I said to myself and to my colleagues, "Look, if we're going to be silly enough and unsensible enough to shift this power to this president, let's at least put a sunset provision in it." I offered an amendment, got 31 votes, including my own. I could hardly believe it. I was ashamed. But not only has the Congress failed, the American people have been unthinking and they've not asked questions. And finally, the press, the media itself, bought into this once the president's drums of war started. I call it his drums and I don't mean his individually alone, but his administration. But in particular, this leader, when he loosed the dogs of war, the press fell in line and the press failed to ask the questions that it should have asked. So there are a lot of people at fault here.
MR. RUSSERT: Before you go, West Virginia, five electoral votes, went for George W. Bush in 2000 rather than Al Gore. You had advised Al Gore to temper some of his environmental comments so as to not lose West Virginia.

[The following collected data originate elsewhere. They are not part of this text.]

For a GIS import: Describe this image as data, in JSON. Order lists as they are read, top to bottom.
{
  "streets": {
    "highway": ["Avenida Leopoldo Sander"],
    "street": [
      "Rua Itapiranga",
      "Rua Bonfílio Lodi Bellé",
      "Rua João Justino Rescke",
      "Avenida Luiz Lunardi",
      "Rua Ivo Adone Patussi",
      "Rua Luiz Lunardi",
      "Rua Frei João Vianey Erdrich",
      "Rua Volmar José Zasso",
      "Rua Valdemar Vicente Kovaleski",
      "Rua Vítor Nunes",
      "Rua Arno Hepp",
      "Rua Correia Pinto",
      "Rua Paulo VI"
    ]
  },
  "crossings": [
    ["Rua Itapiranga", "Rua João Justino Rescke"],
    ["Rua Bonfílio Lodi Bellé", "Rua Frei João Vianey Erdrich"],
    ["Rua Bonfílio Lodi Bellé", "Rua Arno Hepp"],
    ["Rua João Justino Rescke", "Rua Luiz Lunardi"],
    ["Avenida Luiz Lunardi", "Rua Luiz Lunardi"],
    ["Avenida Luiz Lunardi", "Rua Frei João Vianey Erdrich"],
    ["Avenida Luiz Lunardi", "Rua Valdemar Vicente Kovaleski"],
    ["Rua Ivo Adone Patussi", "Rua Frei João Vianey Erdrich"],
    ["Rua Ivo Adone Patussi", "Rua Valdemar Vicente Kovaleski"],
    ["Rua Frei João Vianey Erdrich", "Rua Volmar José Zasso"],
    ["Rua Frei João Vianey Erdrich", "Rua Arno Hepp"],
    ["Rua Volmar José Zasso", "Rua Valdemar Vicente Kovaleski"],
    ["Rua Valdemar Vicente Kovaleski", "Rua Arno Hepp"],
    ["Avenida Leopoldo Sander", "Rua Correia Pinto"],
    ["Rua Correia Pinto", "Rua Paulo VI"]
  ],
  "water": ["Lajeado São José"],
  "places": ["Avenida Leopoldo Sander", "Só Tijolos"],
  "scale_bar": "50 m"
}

On the John Kerry for President Web site, he refers to coal as a dirty energy source, which President Bush alluded to when he was in West Virginia recently. Can John Kerry carry West Virginia if he continues to call coal a dirty energy source?
SEN. BYRD: Look, I'm the son of a coal miner. I married a coal miner's daughter. I know a lot about coal. I know a lot about the Depression. Yes, coal is a dirty energy source. But look what we're trying to do. We're trying to clean it up. I've appropriated moneys over the years for coal research to make it cleaner. So, yes, he can carry West Virginia. He will carry West Virginia if he continues to stand up for the liberties of the people.
And we've got to remember that, it's the people back home who are to be remembered. And this Constitution, John Kerry believes in this Constitution. I've talked with him. I've told him he should go to West Virginia. He should shake hands with the people. He should be at their level and get a little coal dust on his hands, get some of that dirty dust on his hands and on his face and live in spirit with the working people of this country, the coal miners, and always remember that sovereignty rests, John Kerry, sovereignty rests with the people of this country. And it's this book here--why I wrote "Losing America" was to help save this book, the Constitution.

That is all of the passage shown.